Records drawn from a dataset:
□ □ □
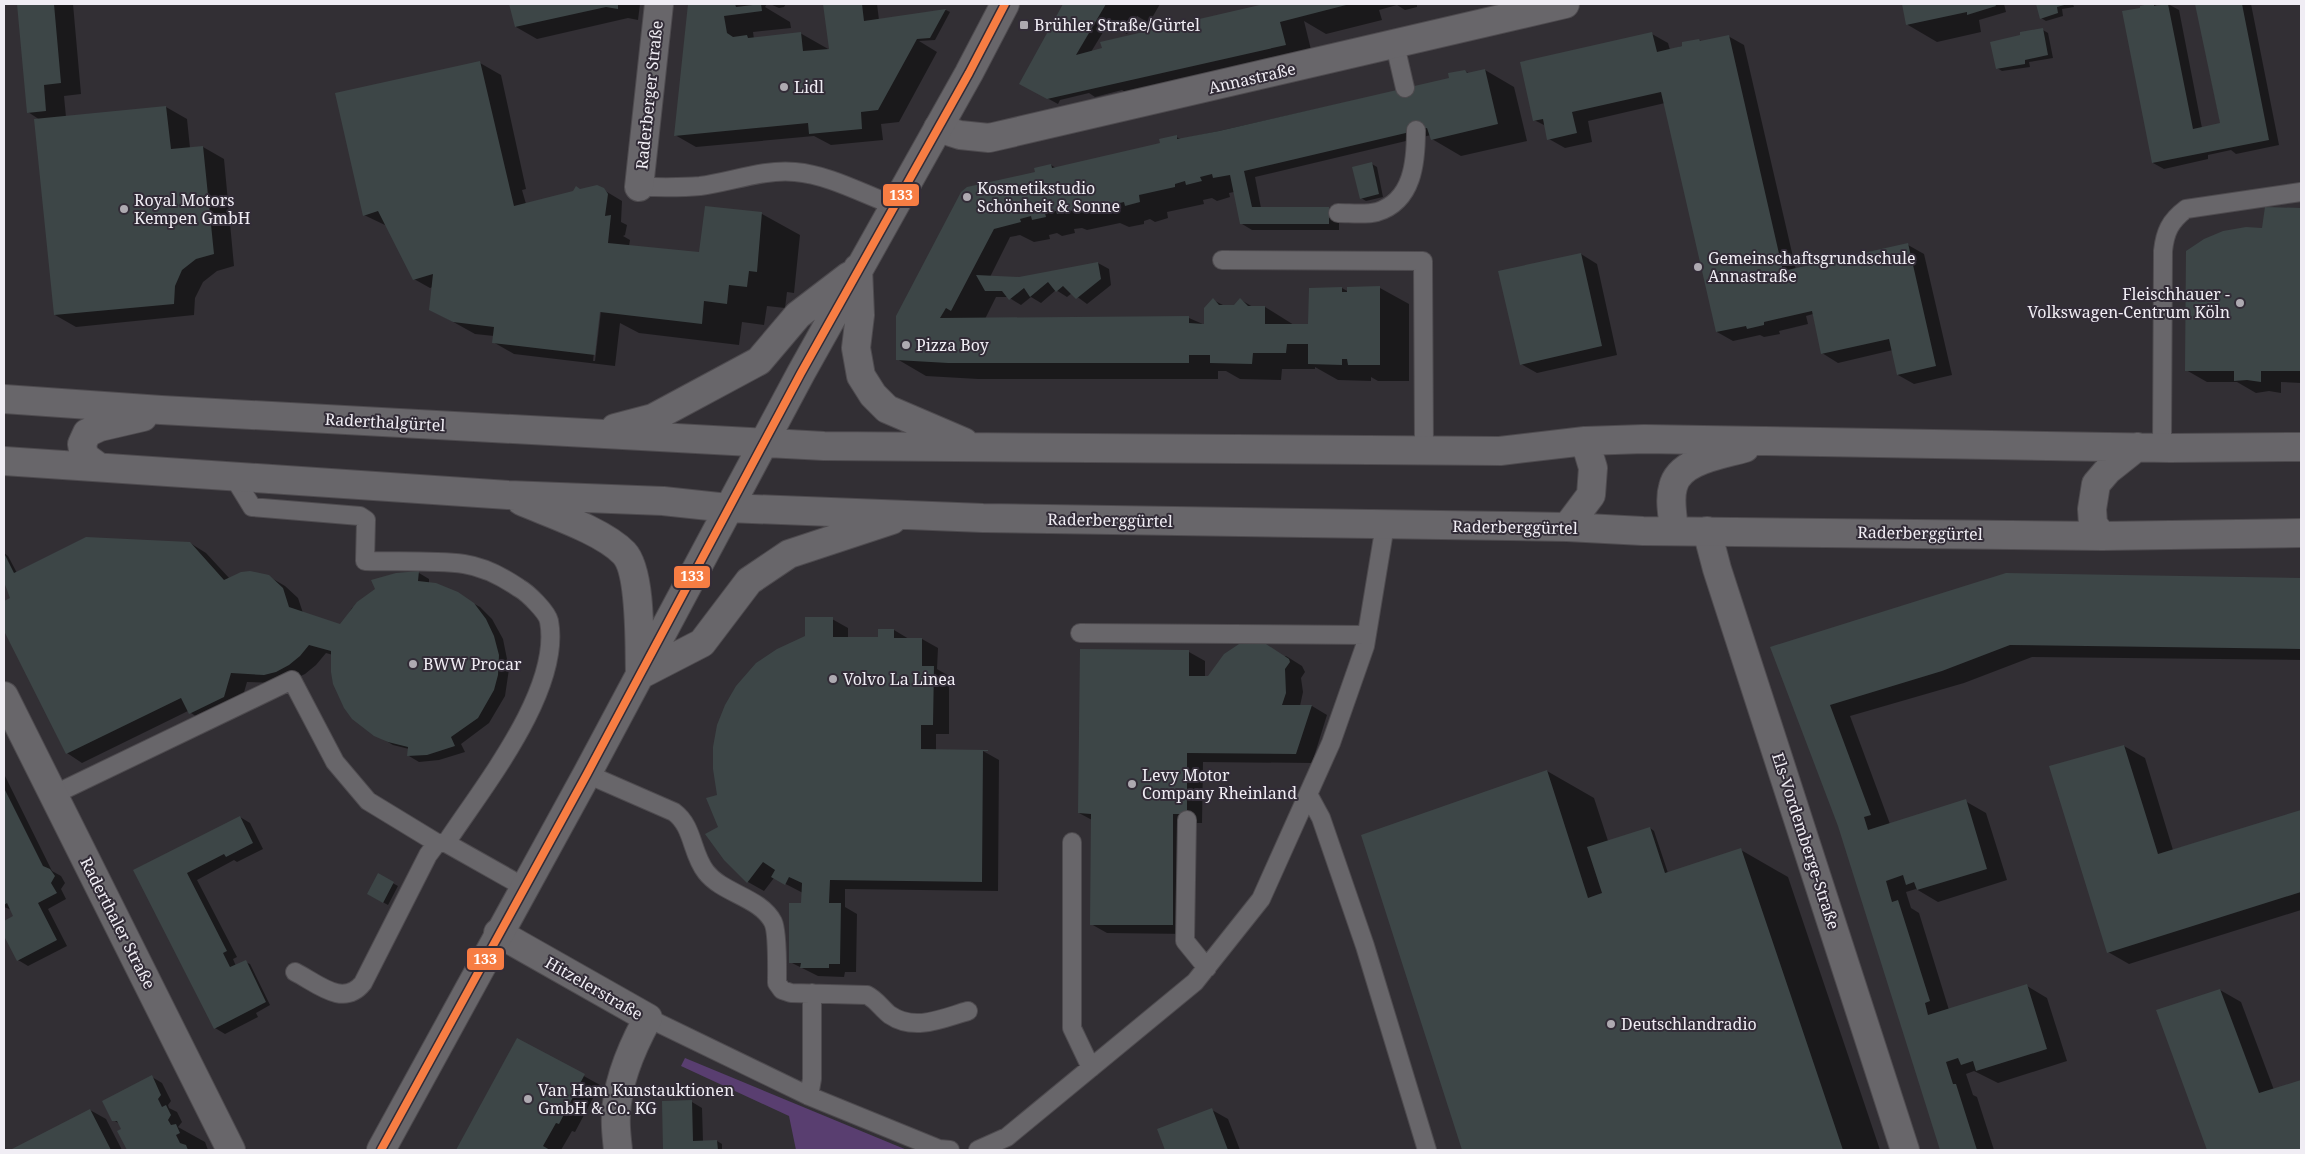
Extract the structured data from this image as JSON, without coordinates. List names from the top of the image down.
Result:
{
  "streets": {
    "main road": [
      "Annastraße",
      "Raderberger Straße",
      "Raderthalgürtel",
      "Raderberggürtel",
      "Els-Vordemberge-Straße",
      "Raderthaler Straße",
      "Hitzelerstraße"
    ]
  },
  "crossings": [
    ["Raderberggürtel", "Els-Vordemberge-Straße"]
  ],
  "places": {
    "transit": ["Brühler Straße/Gürtel"],
    "other": [
      "Lidl",
      "Kosmetikstudio Schönheit & Sonne",
      "Royal Motors Kempen GmbH",
      "Gemeinschaftsgrundschule Annastraße",
      "Fleischhauer - Volkswagen-Centrum Köln",
      "Pizza Boy",
      "BWW Procar",
      "Volvo La Linea",
      "Levy Motor Company Rheinland",
      "Deutschlandradio",
      "Van Ham Kunstauktionen GmbH & Co. KG"
    ]
  },
  "lines": ["transit line 133"]
}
□ □ □
If a line in the records above contains "transit", copy that line.

Output of the task →
    "transit": ["Brühler Straße/Gürtel"],
  "lines": ["transit line 133"]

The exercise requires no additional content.